--- START ---

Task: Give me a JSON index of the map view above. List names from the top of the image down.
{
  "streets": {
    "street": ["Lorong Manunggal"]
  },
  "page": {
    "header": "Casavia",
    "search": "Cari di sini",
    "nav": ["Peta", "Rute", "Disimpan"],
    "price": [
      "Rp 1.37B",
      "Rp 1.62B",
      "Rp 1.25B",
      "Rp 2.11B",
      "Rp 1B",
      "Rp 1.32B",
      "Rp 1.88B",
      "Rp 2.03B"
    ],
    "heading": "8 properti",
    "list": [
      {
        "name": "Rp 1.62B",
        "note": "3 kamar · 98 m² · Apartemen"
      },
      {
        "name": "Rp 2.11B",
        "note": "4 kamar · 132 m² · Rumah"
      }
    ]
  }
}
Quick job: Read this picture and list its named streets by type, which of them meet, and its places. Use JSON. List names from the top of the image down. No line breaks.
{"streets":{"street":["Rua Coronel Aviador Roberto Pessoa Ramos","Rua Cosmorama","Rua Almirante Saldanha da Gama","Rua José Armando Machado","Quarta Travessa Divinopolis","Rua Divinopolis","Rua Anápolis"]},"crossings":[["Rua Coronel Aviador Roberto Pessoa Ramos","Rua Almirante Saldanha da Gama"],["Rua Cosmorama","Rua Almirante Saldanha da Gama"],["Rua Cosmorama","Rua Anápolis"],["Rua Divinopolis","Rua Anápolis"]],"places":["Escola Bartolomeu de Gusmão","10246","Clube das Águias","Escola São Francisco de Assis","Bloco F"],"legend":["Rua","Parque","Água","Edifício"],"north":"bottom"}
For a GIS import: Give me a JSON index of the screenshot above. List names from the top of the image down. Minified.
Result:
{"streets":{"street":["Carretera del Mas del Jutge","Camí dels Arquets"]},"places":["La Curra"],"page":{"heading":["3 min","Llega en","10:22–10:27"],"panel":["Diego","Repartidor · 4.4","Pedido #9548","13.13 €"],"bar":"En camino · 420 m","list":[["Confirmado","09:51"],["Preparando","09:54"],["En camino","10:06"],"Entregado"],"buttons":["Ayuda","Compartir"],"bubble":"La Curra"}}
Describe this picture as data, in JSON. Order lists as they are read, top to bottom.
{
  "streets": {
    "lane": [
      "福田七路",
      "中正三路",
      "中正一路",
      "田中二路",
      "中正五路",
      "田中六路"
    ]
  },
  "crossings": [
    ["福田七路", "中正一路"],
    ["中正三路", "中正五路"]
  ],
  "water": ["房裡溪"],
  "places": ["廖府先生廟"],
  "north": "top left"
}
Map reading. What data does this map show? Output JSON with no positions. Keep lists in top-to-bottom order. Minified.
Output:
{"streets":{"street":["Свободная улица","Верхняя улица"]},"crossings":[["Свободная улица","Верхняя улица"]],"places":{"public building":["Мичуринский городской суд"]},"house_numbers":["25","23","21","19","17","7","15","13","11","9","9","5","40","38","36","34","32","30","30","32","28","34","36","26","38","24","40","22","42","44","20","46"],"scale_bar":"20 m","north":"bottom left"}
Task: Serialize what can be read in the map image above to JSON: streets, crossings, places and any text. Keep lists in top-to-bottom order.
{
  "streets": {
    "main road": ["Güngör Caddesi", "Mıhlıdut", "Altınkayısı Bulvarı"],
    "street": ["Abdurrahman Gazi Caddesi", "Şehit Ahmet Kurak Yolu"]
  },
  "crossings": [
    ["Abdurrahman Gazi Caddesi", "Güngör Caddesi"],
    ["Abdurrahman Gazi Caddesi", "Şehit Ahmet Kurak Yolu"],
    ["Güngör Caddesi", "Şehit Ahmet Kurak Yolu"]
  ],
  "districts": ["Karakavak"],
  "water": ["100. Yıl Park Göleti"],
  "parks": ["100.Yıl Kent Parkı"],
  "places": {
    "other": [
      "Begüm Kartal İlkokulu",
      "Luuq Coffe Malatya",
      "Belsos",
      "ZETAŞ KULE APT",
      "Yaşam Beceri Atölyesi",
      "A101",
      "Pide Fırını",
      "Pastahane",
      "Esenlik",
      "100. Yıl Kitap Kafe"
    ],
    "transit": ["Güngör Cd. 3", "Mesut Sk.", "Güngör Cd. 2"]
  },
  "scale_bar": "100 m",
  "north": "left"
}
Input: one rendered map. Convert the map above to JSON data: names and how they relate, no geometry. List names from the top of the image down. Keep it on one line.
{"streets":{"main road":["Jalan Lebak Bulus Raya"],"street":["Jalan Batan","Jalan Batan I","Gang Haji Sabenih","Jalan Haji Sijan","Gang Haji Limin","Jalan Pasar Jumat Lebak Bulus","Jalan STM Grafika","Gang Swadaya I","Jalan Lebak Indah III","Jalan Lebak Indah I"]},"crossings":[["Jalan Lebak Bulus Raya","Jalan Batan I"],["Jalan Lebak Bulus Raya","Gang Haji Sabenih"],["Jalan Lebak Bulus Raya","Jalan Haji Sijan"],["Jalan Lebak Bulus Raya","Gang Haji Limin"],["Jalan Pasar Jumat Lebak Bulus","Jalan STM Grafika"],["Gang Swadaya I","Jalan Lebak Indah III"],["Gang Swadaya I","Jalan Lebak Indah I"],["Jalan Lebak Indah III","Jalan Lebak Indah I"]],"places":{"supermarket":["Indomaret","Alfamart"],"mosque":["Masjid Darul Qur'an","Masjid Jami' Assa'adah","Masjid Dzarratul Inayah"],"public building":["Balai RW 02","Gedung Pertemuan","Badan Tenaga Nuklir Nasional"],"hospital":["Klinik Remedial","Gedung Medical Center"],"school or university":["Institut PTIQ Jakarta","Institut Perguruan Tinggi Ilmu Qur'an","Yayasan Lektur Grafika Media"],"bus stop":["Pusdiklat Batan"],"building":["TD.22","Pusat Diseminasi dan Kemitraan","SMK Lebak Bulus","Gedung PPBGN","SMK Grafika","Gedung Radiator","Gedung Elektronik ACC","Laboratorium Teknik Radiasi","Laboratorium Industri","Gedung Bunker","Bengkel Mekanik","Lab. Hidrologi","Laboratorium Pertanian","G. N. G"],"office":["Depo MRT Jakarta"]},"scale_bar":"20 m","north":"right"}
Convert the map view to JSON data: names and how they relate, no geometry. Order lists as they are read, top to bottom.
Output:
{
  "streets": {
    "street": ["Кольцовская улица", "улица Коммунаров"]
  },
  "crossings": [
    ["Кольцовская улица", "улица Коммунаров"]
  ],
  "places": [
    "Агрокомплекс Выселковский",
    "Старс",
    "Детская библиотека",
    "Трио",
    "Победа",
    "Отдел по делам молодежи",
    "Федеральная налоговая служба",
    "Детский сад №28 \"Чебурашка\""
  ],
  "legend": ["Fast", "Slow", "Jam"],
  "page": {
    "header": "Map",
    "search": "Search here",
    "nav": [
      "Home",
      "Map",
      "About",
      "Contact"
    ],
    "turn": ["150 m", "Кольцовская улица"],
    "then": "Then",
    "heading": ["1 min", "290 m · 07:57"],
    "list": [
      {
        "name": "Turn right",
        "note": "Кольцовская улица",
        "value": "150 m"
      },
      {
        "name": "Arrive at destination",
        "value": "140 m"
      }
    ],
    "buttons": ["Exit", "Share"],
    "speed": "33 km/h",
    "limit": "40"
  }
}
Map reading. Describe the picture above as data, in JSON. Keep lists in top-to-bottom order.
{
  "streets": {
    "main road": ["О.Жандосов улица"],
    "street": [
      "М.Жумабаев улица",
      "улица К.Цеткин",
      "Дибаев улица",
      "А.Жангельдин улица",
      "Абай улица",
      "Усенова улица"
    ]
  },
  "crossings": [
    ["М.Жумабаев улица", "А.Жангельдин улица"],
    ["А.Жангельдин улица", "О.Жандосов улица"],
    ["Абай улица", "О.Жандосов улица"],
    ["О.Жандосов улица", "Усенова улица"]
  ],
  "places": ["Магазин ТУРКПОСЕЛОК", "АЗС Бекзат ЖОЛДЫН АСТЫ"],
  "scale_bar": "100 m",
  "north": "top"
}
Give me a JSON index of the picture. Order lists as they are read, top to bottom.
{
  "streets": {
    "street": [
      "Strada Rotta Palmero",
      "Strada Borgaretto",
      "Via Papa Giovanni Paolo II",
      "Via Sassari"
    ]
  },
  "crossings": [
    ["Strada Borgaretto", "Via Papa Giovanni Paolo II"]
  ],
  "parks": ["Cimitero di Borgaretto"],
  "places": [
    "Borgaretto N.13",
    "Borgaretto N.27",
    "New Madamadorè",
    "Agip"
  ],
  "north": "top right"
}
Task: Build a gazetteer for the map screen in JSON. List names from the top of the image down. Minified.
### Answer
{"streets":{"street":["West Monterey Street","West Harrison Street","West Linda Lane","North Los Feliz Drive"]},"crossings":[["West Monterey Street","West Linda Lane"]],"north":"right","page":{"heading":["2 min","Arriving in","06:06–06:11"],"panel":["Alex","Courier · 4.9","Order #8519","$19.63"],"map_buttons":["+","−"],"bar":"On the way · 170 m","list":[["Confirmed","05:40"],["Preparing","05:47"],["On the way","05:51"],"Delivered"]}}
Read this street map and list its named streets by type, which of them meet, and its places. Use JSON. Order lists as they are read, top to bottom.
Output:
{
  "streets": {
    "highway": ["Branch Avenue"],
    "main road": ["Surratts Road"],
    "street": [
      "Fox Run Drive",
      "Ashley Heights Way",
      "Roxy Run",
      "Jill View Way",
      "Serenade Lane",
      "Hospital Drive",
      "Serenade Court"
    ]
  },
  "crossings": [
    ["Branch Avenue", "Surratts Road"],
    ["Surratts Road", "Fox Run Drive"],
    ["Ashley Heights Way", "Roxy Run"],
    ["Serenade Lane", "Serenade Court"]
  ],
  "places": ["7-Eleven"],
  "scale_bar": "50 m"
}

--- END ---

# Work to complete:
Show every line above in which the word "Minified" appears.

# Exercise solution:
For a GIS import: Give me a JSON index of the screenshot above. List names from the top of the image down. Minified.
Map reading. What data does this map show? Output JSON with no positions. Keep lists in top-to-bottom order. Minified.
Task: Build a gazetteer for the map screen in JSON. List names from the top of the image down. Minified.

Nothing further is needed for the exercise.